> [The data]:
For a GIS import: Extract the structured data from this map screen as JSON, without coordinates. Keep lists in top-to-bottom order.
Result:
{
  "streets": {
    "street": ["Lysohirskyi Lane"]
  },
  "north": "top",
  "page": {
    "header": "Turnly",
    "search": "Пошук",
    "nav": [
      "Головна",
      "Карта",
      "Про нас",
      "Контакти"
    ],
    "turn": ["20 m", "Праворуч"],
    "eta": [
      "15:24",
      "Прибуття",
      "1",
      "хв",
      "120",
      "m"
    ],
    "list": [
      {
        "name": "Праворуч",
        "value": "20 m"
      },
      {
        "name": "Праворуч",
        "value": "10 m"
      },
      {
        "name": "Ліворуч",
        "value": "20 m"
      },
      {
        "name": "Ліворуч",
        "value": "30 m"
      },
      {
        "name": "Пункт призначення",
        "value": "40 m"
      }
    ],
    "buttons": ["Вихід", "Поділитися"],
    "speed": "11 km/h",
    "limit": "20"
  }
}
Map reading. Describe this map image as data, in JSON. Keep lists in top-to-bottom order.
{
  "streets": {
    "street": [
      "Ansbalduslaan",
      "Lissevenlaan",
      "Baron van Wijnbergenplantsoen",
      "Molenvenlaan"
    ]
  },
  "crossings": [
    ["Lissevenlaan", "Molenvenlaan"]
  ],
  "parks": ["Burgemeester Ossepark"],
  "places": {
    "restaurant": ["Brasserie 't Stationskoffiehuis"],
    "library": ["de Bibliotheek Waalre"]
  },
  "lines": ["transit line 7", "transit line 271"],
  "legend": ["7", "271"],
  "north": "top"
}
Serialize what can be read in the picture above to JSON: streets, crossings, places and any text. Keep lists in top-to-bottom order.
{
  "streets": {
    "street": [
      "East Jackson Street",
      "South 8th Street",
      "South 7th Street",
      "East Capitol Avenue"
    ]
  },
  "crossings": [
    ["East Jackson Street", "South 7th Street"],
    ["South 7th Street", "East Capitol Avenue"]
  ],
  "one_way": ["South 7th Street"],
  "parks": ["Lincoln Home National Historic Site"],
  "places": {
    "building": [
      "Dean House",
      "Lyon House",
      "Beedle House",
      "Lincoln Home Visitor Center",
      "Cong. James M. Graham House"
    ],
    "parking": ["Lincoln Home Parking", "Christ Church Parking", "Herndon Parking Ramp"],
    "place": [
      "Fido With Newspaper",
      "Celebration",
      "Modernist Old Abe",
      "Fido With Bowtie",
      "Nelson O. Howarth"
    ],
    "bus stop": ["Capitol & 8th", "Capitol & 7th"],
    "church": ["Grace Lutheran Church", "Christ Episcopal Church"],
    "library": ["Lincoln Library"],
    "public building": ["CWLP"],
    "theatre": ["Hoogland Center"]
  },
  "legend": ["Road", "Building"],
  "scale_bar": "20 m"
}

> [Exercise requirements]: Print all the data exactly as shown above.

> [Solution to the exercise]:
For a GIS import: Extract the structured data from this map screen as JSON, without coordinates. Keep lists in top-to-bottom order.
Result:
{
  "streets": {
    "street": ["Lysohirskyi Lane"]
  },
  "north": "top",
  "page": {
    "header": "Turnly",
    "search": "Пошук",
    "nav": [
      "Головна",
      "Карта",
      "Про нас",
      "Контакти"
    ],
    "turn": ["20 m", "Праворуч"],
    "eta": [
      "15:24",
      "Прибуття",
      "1",
      "хв",
      "120",
      "m"
    ],
    "list": [
      {
        "name": "Праворуч",
        "value": "20 m"
      },
      {
        "name": "Праворуч",
        "value": "10 m"
      },
      {
        "name": "Ліворуч",
        "value": "20 m"
      },
      {
        "name": "Ліворуч",
        "value": "30 m"
      },
      {
        "name": "Пункт призначення",
        "value": "40 m"
      }
    ],
    "buttons": ["Вихід", "Поділитися"],
    "speed": "11 km/h",
    "limit": "20"
  }
}
Map reading. Describe this map image as data, in JSON. Keep lists in top-to-bottom order.
{
  "streets": {
    "street": [
      "Ansbalduslaan",
      "Lissevenlaan",
      "Baron van Wijnbergenplantsoen",
      "Molenvenlaan"
    ]
  },
  "crossings": [
    ["Lissevenlaan", "Molenvenlaan"]
  ],
  "parks": ["Burgemeester Ossepark"],
  "places": {
    "restaurant": ["Brasserie 't Stationskoffiehuis"],
    "library": ["de Bibliotheek Waalre"]
  },
  "lines": ["transit line 7", "transit line 271"],
  "legend": ["7", "271"],
  "north": "top"
}
Serialize what can be read in the picture above to JSON: streets, crossings, places and any text. Keep lists in top-to-bottom order.
{
  "streets": {
    "street": [
      "East Jackson Street",
      "South 8th Street",
      "South 7th Street",
      "East Capitol Avenue"
    ]
  },
  "crossings": [
    ["East Jackson Street", "South 7th Street"],
    ["South 7th Street", "East Capitol Avenue"]
  ],
  "one_way": ["South 7th Street"],
  "parks": ["Lincoln Home National Historic Site"],
  "places": {
    "building": [
      "Dean House",
      "Lyon House",
      "Beedle House",
      "Lincoln Home Visitor Center",
      "Cong. James M. Graham House"
    ],
    "parking": ["Lincoln Home Parking", "Christ Church Parking", "Herndon Parking Ramp"],
    "place": [
      "Fido With Newspaper",
      "Celebration",
      "Modernist Old Abe",
      "Fido With Bowtie",
      "Nelson O. Howarth"
    ],
    "bus stop": ["Capitol & 8th", "Capitol & 7th"],
    "church": ["Grace Lutheran Church", "Christ Episcopal Church"],
    "library": ["Lincoln Library"],
    "public building": ["CWLP"],
    "theatre": ["Hoogland Center"]
  },
  "legend": ["Road", "Building"],
  "scale_bar": "20 m"
}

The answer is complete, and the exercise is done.